Not all exercises are created equal and in this workout you will discover just which 4 exercises must be included in any workout in which you want to burn fat fast.
Below are 4 simple exercises to follow along with one additional superset that you may choose to include if you want a little more burn in your workout.
The first superset will start with a dumbbell split squat. Get into your split squat stance and drop your hips straight down and drive off your lead leg to come back up. This is really going to work your glute, hamstring and quadricep of your lead leg. This will work your lower body hot zone and a little bit of your upper back as well. Do all reps on one side and immediately switch to the other side.
Move immediately into a pushup with your hands on a stability ball. This will work your pressing muscles in your chest, but also your abdominals to keep you in a straight line.
Rest 1 minute and repeat that superset 2 more times.
In this second superset, you're going to work your upper back and your abdominals directly. The first exercise is a dumbbell chest supported row on the bench. Put the bench in an incline position and lean with your chest on the bench. Grab your dumbbells and row them up, making sure you are squeezing your shoulder blades together. This will really isolate your upper back.
The next exercise is a cross body mountain climber. Get into a pushup position and pull your knee up into your opposite elbow while keeping your abs braced, alternating sides. These are very similar to a regular mountain climber, but you will get some diagonal movements which will really target your obliques.
Rest 1 minute and repeat this superset 2 more times.
In this particular workout, the 2 previous supersets are the only mandatory ones. Seems rather easy, yet this is all you need for the strength training portion of the workout because you have hit your 4 hot zones. It's a really efficient program.
If you have time, however, you can move onto the optional superset.
We're going to go a little outside the hot zone muscle groups for the first exercise.
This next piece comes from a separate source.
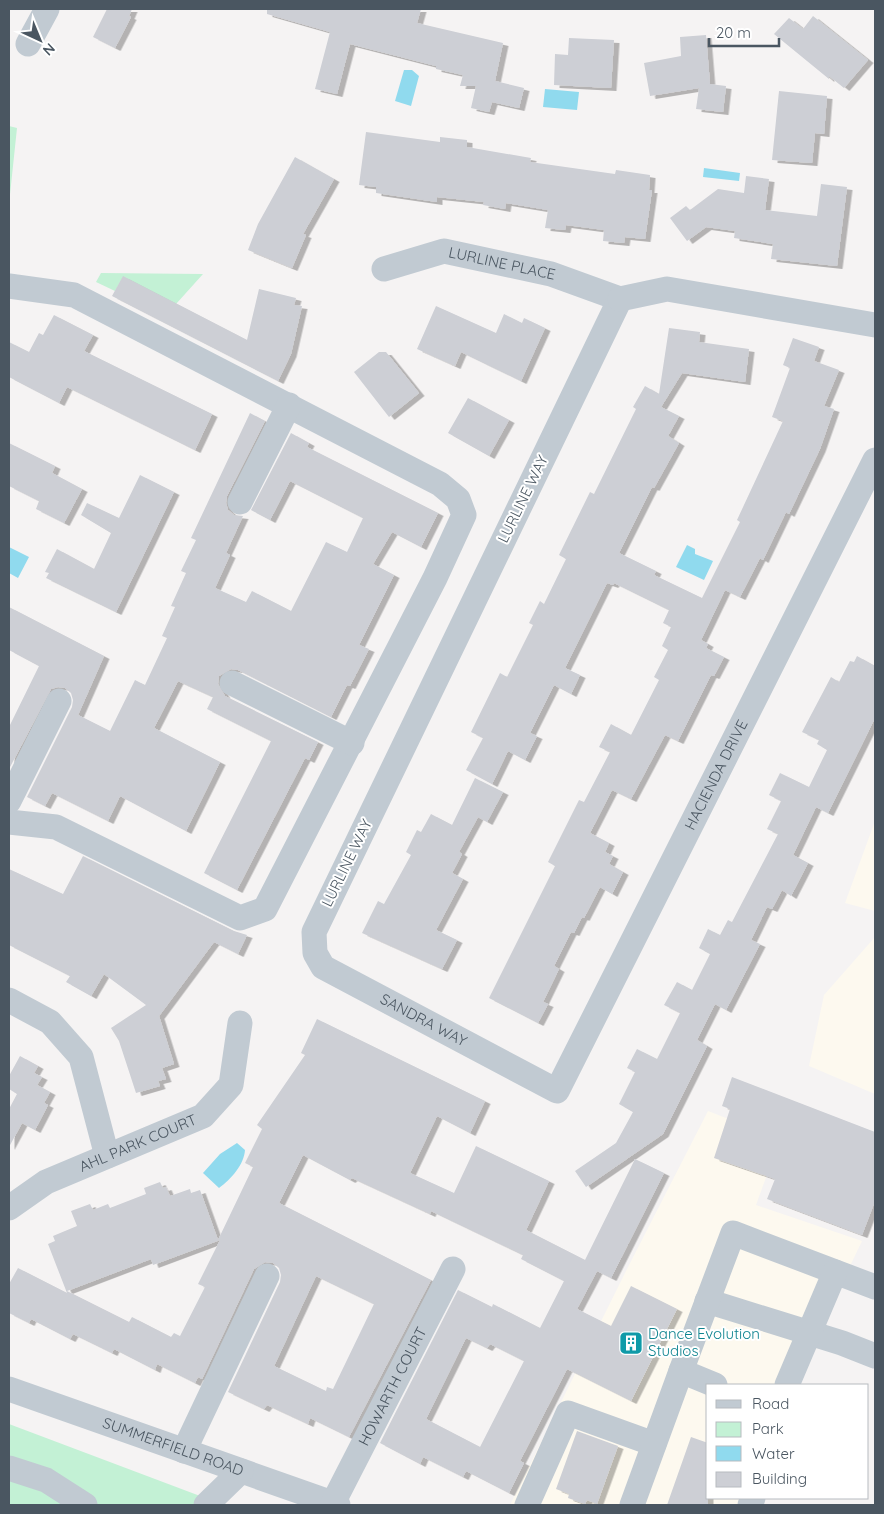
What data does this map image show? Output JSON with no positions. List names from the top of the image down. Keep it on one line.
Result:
{"streets":{"street":["LURLINE PLACE","LURLINE WAY","HACIENDA DRIVE","SANDRA WAY","AHL PARK COURT","HOWARTH COURT","SUMMERFIELD ROAD"]},"crossings":[["LURLINE PLACE","LURLINE WAY"],["LURLINE WAY","SANDRA WAY"],["HACIENDA DRIVE","SANDRA WAY"],["HOWARTH COURT","SUMMERFIELD ROAD"]],"places":{"building":["Dance Evolution Studios"]},"legend":["Road","Park","Water","Building"],"scale_bar":"20 m","north":"bottom right"}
This is a 1-arm dumbbell standing shoulder press. This really works your abdominals and your shoulders as well. Place your hand at your side to brace your abs and press up with your other arm. Finish all reps and repeat on the other side.
Move immediately into a stability ball jackknife plank on the bench. You aren't going to be doing any movement here; you will just hold the plank position with your elbows on the bench and your feet on the ball.
If you want to make this harder, position your feet so only your toes are on the ball. If you need to make it easier, position your feet so the laces of your shoes are on the ball. Brace your abs and hold this for 1 minute. If you can't hold for the full minute, just go as long as you comfortably and safely can.
Rest 1 minute and repeat this superset 2 more times if you have enough time.
You can now finish your workout off with an interval training session and that's it for a powerfully, highly efficient fat loss workout.